(Collected data)
□ □ □ □ □ □ □

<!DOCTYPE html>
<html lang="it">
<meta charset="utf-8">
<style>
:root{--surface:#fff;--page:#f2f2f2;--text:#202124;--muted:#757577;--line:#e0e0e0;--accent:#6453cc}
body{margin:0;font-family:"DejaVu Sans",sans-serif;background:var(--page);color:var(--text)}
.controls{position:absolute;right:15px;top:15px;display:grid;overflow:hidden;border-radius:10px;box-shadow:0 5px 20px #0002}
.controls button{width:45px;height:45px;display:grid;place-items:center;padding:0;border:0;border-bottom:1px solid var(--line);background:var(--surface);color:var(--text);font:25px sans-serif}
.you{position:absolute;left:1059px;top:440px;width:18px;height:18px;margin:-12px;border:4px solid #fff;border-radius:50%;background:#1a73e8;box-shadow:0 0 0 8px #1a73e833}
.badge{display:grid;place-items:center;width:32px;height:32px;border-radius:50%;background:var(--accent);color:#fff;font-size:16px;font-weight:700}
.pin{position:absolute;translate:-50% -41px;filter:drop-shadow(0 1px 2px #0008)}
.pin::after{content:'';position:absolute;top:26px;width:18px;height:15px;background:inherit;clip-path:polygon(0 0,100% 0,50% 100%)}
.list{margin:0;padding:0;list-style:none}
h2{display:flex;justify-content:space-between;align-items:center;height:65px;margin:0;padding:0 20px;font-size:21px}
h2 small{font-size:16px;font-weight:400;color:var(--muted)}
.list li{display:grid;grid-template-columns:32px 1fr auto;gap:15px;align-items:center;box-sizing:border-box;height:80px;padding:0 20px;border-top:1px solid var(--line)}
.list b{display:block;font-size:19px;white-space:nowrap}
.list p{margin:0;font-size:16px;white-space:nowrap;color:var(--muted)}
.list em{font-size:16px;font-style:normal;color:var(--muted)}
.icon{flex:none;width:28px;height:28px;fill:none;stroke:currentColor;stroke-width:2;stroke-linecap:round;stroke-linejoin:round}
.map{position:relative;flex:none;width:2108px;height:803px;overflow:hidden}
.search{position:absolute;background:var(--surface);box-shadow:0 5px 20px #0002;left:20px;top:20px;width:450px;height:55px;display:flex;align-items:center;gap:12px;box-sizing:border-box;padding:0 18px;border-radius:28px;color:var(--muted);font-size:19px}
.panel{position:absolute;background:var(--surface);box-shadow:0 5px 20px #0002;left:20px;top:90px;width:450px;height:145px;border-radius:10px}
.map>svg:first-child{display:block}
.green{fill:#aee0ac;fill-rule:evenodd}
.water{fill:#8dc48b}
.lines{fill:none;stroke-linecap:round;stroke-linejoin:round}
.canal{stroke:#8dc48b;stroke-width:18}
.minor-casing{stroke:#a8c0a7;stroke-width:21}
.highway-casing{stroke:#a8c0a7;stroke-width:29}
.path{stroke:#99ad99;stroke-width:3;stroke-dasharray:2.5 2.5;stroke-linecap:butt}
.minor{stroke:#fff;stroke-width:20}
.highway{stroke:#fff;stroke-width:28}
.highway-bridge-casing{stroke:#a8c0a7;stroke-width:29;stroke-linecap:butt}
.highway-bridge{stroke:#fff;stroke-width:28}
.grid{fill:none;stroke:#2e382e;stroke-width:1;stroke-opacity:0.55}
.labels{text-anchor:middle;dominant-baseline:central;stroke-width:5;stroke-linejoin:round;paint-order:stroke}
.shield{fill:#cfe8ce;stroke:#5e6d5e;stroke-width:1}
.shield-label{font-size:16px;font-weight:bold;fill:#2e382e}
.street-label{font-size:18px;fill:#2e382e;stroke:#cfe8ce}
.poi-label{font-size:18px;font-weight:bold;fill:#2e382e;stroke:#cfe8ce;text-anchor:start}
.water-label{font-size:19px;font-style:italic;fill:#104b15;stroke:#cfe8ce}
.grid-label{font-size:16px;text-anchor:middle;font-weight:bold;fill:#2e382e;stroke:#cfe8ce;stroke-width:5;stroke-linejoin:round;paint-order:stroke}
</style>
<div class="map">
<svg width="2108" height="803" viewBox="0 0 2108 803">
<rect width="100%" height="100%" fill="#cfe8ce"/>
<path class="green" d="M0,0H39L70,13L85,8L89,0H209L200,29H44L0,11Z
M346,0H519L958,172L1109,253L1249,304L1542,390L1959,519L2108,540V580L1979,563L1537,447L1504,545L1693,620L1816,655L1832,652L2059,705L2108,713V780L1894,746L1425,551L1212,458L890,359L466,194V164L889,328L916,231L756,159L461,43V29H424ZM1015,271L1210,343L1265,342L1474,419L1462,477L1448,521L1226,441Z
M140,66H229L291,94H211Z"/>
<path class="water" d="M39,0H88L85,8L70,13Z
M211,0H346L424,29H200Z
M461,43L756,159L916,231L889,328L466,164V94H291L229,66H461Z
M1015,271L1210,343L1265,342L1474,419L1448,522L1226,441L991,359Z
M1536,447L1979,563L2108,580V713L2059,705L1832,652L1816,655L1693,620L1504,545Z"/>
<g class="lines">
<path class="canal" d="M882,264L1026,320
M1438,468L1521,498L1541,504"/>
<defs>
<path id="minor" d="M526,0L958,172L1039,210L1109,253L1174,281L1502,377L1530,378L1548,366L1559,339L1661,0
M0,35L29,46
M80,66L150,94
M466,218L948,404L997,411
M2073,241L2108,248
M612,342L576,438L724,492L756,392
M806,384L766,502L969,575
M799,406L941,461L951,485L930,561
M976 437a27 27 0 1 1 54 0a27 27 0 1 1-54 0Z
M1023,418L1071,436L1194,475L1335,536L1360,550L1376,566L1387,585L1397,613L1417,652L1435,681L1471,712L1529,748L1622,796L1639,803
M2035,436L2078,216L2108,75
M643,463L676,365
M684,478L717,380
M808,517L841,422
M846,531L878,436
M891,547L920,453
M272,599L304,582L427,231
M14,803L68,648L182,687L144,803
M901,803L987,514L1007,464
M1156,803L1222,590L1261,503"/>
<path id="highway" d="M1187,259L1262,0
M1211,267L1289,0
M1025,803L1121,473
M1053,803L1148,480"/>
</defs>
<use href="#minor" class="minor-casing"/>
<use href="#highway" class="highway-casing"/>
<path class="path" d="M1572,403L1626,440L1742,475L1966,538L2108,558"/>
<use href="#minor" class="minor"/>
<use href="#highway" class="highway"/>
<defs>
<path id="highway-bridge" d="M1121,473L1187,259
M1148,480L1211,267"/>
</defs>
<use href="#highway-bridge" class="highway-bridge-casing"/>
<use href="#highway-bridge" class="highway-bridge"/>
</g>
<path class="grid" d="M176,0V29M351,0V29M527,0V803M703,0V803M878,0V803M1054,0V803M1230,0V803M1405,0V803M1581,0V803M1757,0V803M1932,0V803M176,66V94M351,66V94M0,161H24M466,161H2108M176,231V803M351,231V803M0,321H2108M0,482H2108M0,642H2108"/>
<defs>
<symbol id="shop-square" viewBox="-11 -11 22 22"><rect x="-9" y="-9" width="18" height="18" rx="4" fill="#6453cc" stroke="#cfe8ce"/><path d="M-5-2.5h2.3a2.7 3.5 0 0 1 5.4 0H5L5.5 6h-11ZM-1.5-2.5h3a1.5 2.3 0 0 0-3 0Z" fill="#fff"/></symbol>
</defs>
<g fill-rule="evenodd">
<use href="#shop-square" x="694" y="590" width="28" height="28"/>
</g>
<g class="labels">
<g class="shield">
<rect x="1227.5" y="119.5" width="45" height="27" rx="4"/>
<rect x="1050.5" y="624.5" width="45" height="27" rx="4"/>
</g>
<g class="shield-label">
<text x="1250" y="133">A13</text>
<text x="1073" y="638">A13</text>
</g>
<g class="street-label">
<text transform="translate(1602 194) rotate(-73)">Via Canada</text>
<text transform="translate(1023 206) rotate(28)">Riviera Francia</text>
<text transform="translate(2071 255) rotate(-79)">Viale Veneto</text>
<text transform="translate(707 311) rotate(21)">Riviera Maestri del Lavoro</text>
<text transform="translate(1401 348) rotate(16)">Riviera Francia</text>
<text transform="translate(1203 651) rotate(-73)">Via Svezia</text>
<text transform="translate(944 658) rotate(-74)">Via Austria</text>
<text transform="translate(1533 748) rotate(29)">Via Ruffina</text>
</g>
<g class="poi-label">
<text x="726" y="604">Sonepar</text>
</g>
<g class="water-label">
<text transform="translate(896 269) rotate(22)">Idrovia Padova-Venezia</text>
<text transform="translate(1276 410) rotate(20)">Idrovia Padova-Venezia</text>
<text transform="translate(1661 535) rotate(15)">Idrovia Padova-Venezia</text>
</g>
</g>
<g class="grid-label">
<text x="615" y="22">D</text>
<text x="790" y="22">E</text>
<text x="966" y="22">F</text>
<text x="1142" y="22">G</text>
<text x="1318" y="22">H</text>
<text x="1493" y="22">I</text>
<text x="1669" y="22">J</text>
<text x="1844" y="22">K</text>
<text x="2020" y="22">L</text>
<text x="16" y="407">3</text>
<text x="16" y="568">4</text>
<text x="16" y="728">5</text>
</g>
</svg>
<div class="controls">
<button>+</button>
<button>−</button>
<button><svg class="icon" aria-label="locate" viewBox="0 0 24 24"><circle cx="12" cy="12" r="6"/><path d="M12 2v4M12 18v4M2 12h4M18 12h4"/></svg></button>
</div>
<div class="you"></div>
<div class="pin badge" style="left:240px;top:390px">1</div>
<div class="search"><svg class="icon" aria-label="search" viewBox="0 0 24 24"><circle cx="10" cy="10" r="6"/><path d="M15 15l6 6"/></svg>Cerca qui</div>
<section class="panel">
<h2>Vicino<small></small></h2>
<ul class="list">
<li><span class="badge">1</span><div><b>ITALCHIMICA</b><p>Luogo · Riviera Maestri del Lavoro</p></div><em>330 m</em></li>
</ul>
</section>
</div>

□ □ □ □ □ □ □

* _Exercise requirements_: Beginning with the line that holds "<button>+</button>", please return every line through the end of the data, exactly as written.

* _Exercise result_:
<button>+</button>
<button>−</button>
<button><svg class="icon" aria-label="locate" viewBox="0 0 24 24"><circle cx="12" cy="12" r="6"/><path d="M12 2v4M12 18v4M2 12h4M18 12h4"/></svg></button>
</div>
<div class="you"></div>
<div class="pin badge" style="left:240px;top:390px">1</div>
<div class="search"><svg class="icon" aria-label="search" viewBox="0 0 24 24"><circle cx="10" cy="10" r="6"/><path d="M15 15l6 6"/></svg>Cerca qui</div>
<section class="panel">
<h2>Vicino<small></small></h2>
<ul class="list">
<li><span class="badge">1</span><div><b>ITALCHIMICA</b><p>Luogo · Riviera Maestri del Lavoro</p></div><em>330 m</em></li>
</ul>
</section>
</div>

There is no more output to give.